Wage Payment Continued to Employee who Reports Sick due to a Labour Dispute

Wage Payment Continued to Employee who Reports Sick due to a Labour Dispute
Date: 16-10-2022
Year of publication en number of publication: 2022 / 479

Decision

After the UWV had imposed a wage sanction on the employer, the employer had to continue to pay wages to an employee during his third year of illness. In this third year of illness, the employee was entitled to continued payment of 70% of the wages. After the third year of illness, the UWV deemed the employee fully fit for his own work, but he did not resume work because the employer had suspended him. During that period, the employee was entitled to payment of the full salary.
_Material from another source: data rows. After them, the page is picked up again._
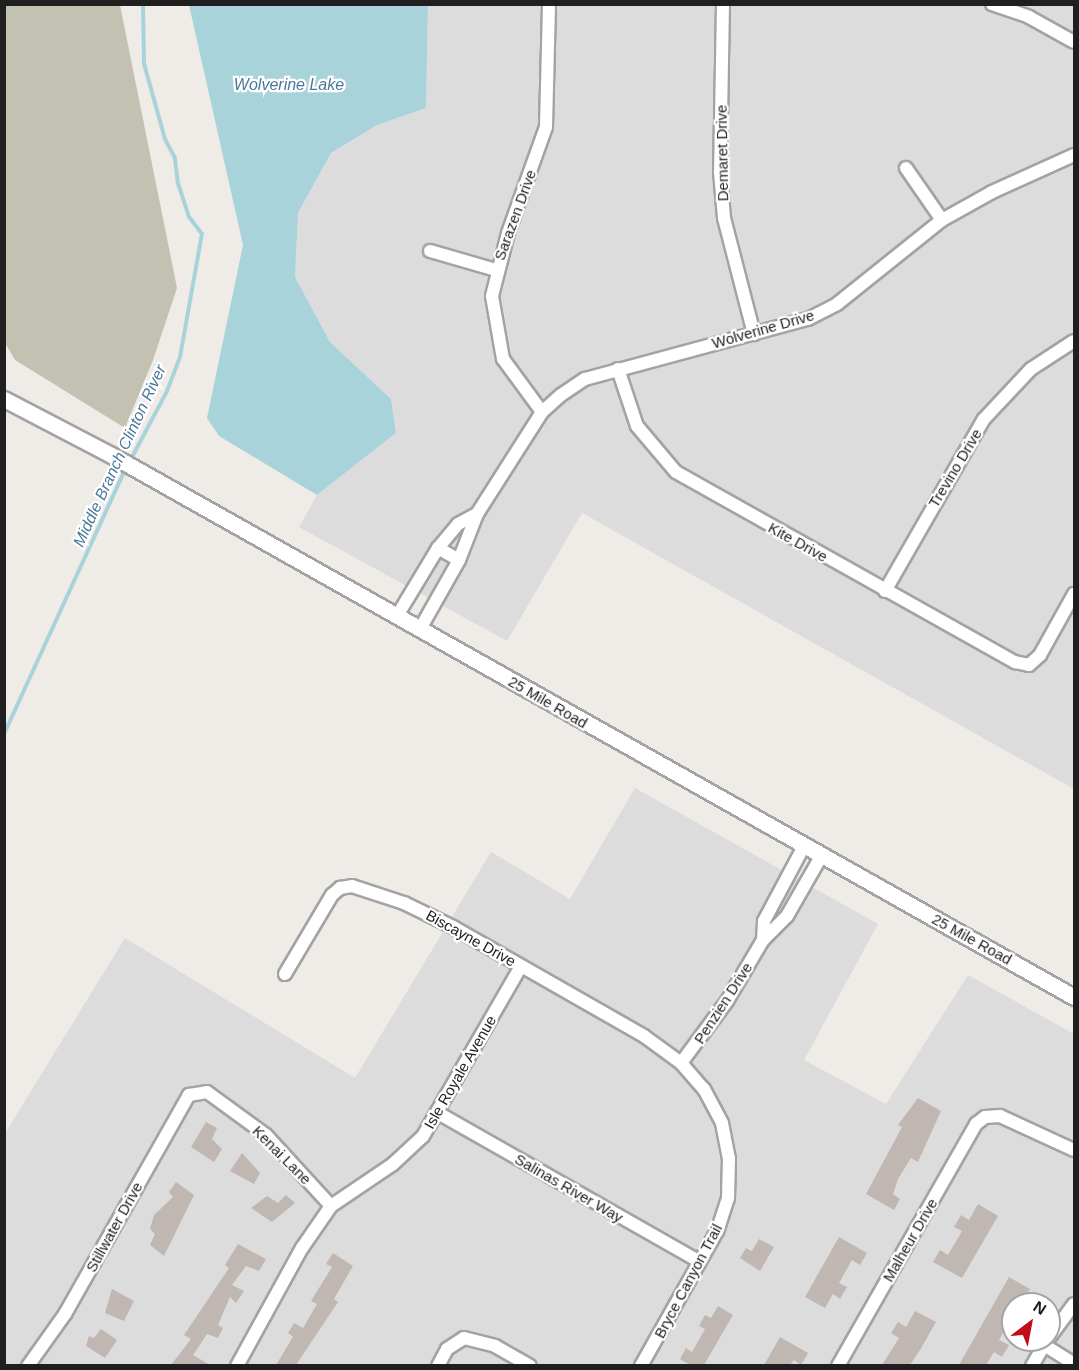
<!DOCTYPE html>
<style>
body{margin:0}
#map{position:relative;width:1079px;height:1370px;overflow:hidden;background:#efebe6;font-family:Arial,sans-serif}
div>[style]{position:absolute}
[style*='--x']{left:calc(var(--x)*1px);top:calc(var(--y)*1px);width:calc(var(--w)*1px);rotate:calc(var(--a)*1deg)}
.residential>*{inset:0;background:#dddcdc}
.construction>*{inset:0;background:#c3c2b2}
.water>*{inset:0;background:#a9d3da}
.stream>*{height:4px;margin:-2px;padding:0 2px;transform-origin:2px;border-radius:2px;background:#a9d3da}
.building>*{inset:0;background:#c0b7b2}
.roads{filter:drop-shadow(2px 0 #a3a3a3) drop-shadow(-2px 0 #a3a3a3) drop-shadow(0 2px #a3a3a3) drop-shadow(0 -2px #a3a3a3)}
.minor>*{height:12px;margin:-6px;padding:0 6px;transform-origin:6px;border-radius:6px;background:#fff}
.tertiary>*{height:15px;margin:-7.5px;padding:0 7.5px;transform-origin:7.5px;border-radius:7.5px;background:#fff}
span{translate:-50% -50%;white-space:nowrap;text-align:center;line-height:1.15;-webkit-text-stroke:4.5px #fff;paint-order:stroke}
.street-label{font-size:15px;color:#1f1f1f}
.water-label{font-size:16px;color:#4a789b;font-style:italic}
.frame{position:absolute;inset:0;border:6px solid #1f1f1f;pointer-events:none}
.north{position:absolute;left:1001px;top:1292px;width:60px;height:60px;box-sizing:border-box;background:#fff;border:2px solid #a5a5a5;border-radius:50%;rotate:32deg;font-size:16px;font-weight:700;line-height:24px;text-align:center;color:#1f1f1f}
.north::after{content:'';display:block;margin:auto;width:21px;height:27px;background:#c30b19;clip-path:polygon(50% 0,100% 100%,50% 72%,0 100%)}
</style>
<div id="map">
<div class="residential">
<i style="clip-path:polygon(428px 5px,1074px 5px,1074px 789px,582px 513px,507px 641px,299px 527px,317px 495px,396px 433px,391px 399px,330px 342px,295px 277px,298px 213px,331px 153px,377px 125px,426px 108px)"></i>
<i style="clip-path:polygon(evenodd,635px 788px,878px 924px,804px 1060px,886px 1104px,968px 975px,1074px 1034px,1074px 1365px,5px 1365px,4px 1135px,125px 938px,355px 1078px,491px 852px,570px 899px,635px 788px,1013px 1304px,1049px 1304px,1049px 1340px,1013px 1340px,1013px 1304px)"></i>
</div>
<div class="construction">
<i style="clip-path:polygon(5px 4px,120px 5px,177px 288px,153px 360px,125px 428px,15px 360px,5px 343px)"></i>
</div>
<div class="water">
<i style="clip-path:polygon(189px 5px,428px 5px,426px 108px,377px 125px,331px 153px,298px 213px,295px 277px,330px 342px,391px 399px,396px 433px,317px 495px,219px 436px,207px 418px,243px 245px)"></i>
</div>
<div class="stream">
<i style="--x:130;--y:461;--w:79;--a:-62.1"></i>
<i style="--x:167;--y:391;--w:36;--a:-69"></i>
<i style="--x:180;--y:357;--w:125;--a:-79.9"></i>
<i style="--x:202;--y:234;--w:21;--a:-127"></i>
<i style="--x:189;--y:217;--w:35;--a:-108"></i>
<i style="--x:178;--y:184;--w:26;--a:-97"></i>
<i style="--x:175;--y:158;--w:21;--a:-118"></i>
<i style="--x:165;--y:139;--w:78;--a:-105.6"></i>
<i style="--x:144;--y:64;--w:60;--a:-91"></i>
<i style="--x:4;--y:734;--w:293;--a:-65.4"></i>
</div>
<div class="building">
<i style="clip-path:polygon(918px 1098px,941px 1111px,918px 1162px,911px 1158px,898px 1179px,893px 1194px,900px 1199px,894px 1210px,866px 1194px,902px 1127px,898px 1125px)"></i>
<i style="clip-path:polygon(206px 1122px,217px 1128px,212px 1139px,222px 1149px,214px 1162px,191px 1147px)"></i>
<i style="clip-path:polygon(242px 1153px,260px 1173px,254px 1184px,230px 1171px)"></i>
<i style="clip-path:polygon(176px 1182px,194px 1195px,164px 1256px,150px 1245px,155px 1234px,150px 1229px,154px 1215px,173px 1197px,169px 1192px)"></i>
<i style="clip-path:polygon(286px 1195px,295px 1203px,272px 1222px,251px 1208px,267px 1196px,278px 1203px)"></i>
<i style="clip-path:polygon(978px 1204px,998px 1216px,962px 1278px,933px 1262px,940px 1250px,948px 1255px,962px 1231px,954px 1227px,961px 1215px,969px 1220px)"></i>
<i style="clip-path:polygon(839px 1237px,867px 1253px,860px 1265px,852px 1260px,839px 1283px,847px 1287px,840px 1299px,833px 1294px,825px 1308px,805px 1297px)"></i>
<i style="clip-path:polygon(759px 1239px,774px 1247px,760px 1271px,740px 1258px,746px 1248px,752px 1251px)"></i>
<i style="clip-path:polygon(238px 1244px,266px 1259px,259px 1271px,246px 1266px,232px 1285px,244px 1291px,236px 1303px,230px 1297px,218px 1325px,223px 1328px,218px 1338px,207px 1334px,193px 1355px,210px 1365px,171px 1365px,191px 1339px,184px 1335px,229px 1268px,225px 1265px)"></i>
<i style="clip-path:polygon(333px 1253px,353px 1266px,334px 1299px,338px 1302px,296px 1365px,276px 1365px,293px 1337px,288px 1333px,294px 1323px,303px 1328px,317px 1304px,311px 1301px,332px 1267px,326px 1264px)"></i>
<i style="clip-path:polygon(1009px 1277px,1030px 1289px,1021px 1304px,1013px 1304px,1013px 1315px,999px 1340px,1009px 1345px,1002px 1357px,994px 1352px,986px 1365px,959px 1365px)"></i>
<i style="clip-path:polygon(112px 1289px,134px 1301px,124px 1321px,105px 1313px)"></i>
<i style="clip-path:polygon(718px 1306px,733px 1315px,704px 1365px,690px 1365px,680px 1359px,686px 1348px,692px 1352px,705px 1329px,699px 1326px,705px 1315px,711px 1318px)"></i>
<i style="clip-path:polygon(915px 1311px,936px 1322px,920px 1350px,910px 1365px,882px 1365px,899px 1338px,891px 1333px,898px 1322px,906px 1327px)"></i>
<i style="clip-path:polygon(101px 1329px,117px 1340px,105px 1358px,86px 1346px,89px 1336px,94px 1338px)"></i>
<i style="clip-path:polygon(780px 1337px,808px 1353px,801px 1365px,794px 1360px,790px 1365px,764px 1365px)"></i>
</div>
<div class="roads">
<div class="minor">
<i style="--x:723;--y:4;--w:168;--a:91"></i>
<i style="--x:720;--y:172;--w:46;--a:85"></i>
<i style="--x:724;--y:218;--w:120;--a:75.5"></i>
<i style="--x:992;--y:4;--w:39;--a:19"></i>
<i style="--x:1029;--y:17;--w:51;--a:29.1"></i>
<i style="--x:906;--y:168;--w:63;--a:55.3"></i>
<i style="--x:430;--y:251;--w:69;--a:16.1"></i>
<i style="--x:618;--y:369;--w:60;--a:71.6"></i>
<i style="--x:637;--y:426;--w:60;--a:49.7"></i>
<i style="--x:676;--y:472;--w:389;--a:29.3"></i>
<i style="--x:1015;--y:662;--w:14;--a:12"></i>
<i style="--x:1029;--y:665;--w:15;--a:-42"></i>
<i style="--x:1040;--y:655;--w:70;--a:-60.9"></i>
<i style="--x:542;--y:412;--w:66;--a:-126.3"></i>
<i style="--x:503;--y:359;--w:64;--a:-99.9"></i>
<i style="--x:492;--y:296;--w:65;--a:-75.7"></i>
<i style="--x:508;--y:233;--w:113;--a:-70.3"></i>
<i style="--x:546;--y:127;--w:123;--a:-88.6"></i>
<i style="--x:438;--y:548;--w:24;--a:30"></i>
<i style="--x:885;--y:591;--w:198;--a:-60.1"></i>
<i style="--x:984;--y:419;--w:69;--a:-46.8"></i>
<i style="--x:1031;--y:369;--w:51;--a:-33.1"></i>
<i style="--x:397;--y:616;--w:79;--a:-58.9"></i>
<i style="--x:438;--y:548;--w:31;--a:-50"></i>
<i style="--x:458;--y:524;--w:21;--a:-28"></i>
<i style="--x:420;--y:629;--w:79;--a:-60.5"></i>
<i style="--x:459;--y:560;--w:49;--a:-68.6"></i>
<i style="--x:477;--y:514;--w:121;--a:-57.5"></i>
<i style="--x:542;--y:412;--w:25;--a:-42"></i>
<i style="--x:561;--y:395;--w:29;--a:-34"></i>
<i style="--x:585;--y:379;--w:231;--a:-15.1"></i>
<i style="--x:808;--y:319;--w:33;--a:-27"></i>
<i style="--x:837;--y:304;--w:134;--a:-38.7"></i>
<i style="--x:942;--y:220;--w:57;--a:-29.2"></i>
<i style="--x:992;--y:192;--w:90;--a:-24.3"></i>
<i style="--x:763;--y:940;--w:19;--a:-87"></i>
<i style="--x:764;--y:921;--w:85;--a:-61.9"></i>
<i style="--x:285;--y:974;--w:92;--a:-59.3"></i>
<i style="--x:332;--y:895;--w:11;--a:-41"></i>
<i style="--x:340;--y:888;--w:12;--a:-9"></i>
<i style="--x:352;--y:886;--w:55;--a:18.1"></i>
<i style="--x:404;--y:903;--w:55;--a:26.1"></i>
<i style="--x:453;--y:927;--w:220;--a:29.7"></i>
<i style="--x:644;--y:1036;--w:46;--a:36.1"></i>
<i style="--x:681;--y:1063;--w:35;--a:49"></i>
<i style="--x:704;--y:1089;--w:38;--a:62"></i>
<i style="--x:722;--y:1123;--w:36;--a:79"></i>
<i style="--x:729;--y:1158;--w:40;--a:91.4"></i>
<i style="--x:728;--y:1198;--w:35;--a:108"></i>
<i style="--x:717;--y:1231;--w:155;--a:119.4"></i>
<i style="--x:681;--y:1063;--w:77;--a:-53.4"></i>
<i style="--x:727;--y:1001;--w:71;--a:-59.5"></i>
<i style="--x:763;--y:940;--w:34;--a:-45"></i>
<i style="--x:787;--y:916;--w:70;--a:-60.2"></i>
<i style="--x:438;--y:1113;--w:301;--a:29.6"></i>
<i style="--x:1049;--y:1338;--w:42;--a:-53.7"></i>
<i style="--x:1044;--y:1345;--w:36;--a:32"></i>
<i style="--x:28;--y:1366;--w:64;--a:-54.6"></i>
<i style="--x:65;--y:1314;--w:252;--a:-60.5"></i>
<i style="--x:189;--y:1095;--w:18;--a:-9"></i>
<i style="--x:207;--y:1092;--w:73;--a:36.1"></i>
<i style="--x:266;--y:1135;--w:96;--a:47.5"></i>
<i style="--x:237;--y:1366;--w:135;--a:-61.2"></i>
<i style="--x:302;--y:1248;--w:51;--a:-55.4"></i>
<i style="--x:331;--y:1206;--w:75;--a:-34.1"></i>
<i style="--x:393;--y:1164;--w:41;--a:-43"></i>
<i style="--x:423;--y:1136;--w:196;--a:-60"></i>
<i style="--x:438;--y:1366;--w:19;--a:-62"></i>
<i style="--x:447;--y:1349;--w:20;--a:-33"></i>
<i style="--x:464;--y:1338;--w:32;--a:14"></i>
<i style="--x:495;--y:1346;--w:40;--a:29.7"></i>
<i style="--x:838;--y:1366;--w:279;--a:-60.3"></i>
<i style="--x:976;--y:1124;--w:11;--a:-38"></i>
<i style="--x:985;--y:1117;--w:15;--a:-4"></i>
<i style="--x:1000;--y:1116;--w:81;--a:24.7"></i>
<i style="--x:1032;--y:1366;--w:30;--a:-60"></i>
</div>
<div class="tertiary">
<i style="--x:4;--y:399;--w:123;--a:27.6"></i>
<i style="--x:113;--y:456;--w:1103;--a:29.38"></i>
</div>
</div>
<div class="street-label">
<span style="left:722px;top:153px;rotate:-91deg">Demaret Drive</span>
<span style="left:515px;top:215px;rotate:-70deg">Sarazen Drive</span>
<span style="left:763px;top:329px;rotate:-16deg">Wolverine Drive</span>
<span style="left:955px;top:468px;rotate:-59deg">Trevino Drive</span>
<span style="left:798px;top:542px;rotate:29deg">Kite Drive</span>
<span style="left:548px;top:702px;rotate:30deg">25 Mile Road</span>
<span style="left:471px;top:938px;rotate:29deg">Biscayne Drive</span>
<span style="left:972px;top:939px;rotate:29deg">25 Mile Road</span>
<span style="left:723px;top:1003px;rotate:-57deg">Penzien Drive</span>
<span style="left:460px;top:1072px;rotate:-60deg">Isle Royale Avenue</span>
<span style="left:282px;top:1155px;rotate:45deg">Kenai Lane</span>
<span style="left:569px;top:1188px;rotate:30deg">Salinas River Way</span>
<span style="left:114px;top:1227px;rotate:-61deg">Stillwater Drive</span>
<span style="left:910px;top:1240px;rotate:-60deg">Malheur Drive</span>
<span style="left:688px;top:1281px;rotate:-62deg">Bryce Canyon Trail</span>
</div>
<div class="water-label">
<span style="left:289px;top:85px">Wolverine Lake</span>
<span style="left:120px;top:456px;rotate:-65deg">Middle Branch Clinton River</span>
</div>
<div class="frame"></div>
<div class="north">N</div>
</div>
An employee of a sales organisation for car parts reported sick on April 26, 2016.
After more than a year, the occupational physician considered him fully fit for work again. Within four weeks of resuming work, however, the employee reported a declining labour capacity. He also requested a second opinion from another occupational physician. The other occupational physician noted that the limitations in his personal and social functioning had considerably increased and diagnosed that medical recovery and sustainable reintegration would not be possible until the problems in the employment relationship would be resolved. The first occupational physician, however, maintained his earlier opinion that the labour incapacity was not the result of illness.
When the employer suspended the employee, the employee declared that he was prepared to perform work in accordance with the options available to him in the context of his labour incapacity. In response to the employee's application for a WIA-benefit (work and income according to labour capacity), the UWV decided to impose a wage penalty on the employer. During the third year of illness, mediation took place, but without any result.
At the end of the third year of illness, the UWV decided that the employee was fully fit for his own work and that he was, therefore, not entitled to a WIA-benefit. Then the employer tried -in vain- to terminate the employment contract in consultation with the employee. At the employer’s request, the Sub-district Court finally dissolved the employment contract as of December 31, 2021.
Then a dispute arose between the employer and the employee about the obligation to continued wage payment during and after the third year of illness. On appeal, it was up to the Court of Appeal to rule on the case.
In the third year of illness, the employer had continued to pay 90% of the employee’s final salary, which, under the applicable CLA, was in accordance with the employer's obligation for the first 104 weeks, with the exception of the first six months of labour incapacity where the full salary had to be paid. The employer, however, was convinced that he was obliged to continue to pay the statutory percentage of 70% only in the third year of illness, whereas the employee claimed continued payment of the full salary, arguing that in that year the continued payment of the salary had nothing to do with his illness, but with the suspension. The Court of Appeal said that the employer would have been obliged to pay 70% of the wages only, because the primary cause of not working was the labour incapacity and not the suspension. And this did not take place until after de employee had reported ill.
After the first 104 weeks of illness, the employer was no longer obliged to continue to pay 90% of the wages. Yet, since he had failed to claim repayment of 20% of the wages during the proceedings before the Sub-district Court, the employer’s claim for reimbursement of the excess wages was still rejected.
As for the period following the end of the third year of illness, the Court of Appeal decided that the employee was no longer incapacitated for work. After all, the UWV had declared him fully fit for his own work. This implied that, from that moment onwards, the employee was entitled to continued payment of his full salary. The Court of Appeal rejected the employer's defence that the employee had not declared his willingness to perform the agreed work.
The employee's earlier declaration of willingness to perform work in accordance with the options available to him in the context of his labour incapacity, should also be understood by the employer as a declaration of willingness to perform the agreed work once the employee would no longer be labour incapacitated. The Court of Appeal pointed out that, after the UWV had declared the employee recovered, the employee had never been called on by the employer to come to work and that the employee had never been reassessed by the occupational physician, even though the employee had reaffirmed at the time that he was still labour incapacitated. Moreover, from the fact that the employer had tried to terminate the employment contract with the employee, the employee was justified to deduce that the employer was not interested in work resumption.
It was of small consolation for the employer that the Court of Appeal reduced the statutory increase for late wage payment, set at 25% by the Sub-district Court, to 10%.


Comments

Under the law, an employee who is unable to perform the agreed work due to illness is entitled to continued payment of 70% of the wages. On the basis of agreements in a CLA or in an employment contract, this percentage is often temporarily higher. An employee who does not perform the agreed work because he has been suspended by his/her employer, on the other hand, is entitled to continued payment of 100% of the wages. In a case in which the employee does not work because of an employment dispute, it may be unclear whether the employee is unable to perform the agreed work due to illness, in which case he/she is in principle entitled to 70% of the wages, or whether there is another reason for not working, not lying within the control of the employee, such as a suspension or the fact that a mediation process to resolve a labour dispute is still ongoing, in which case the employee is entitled to his/her full salary).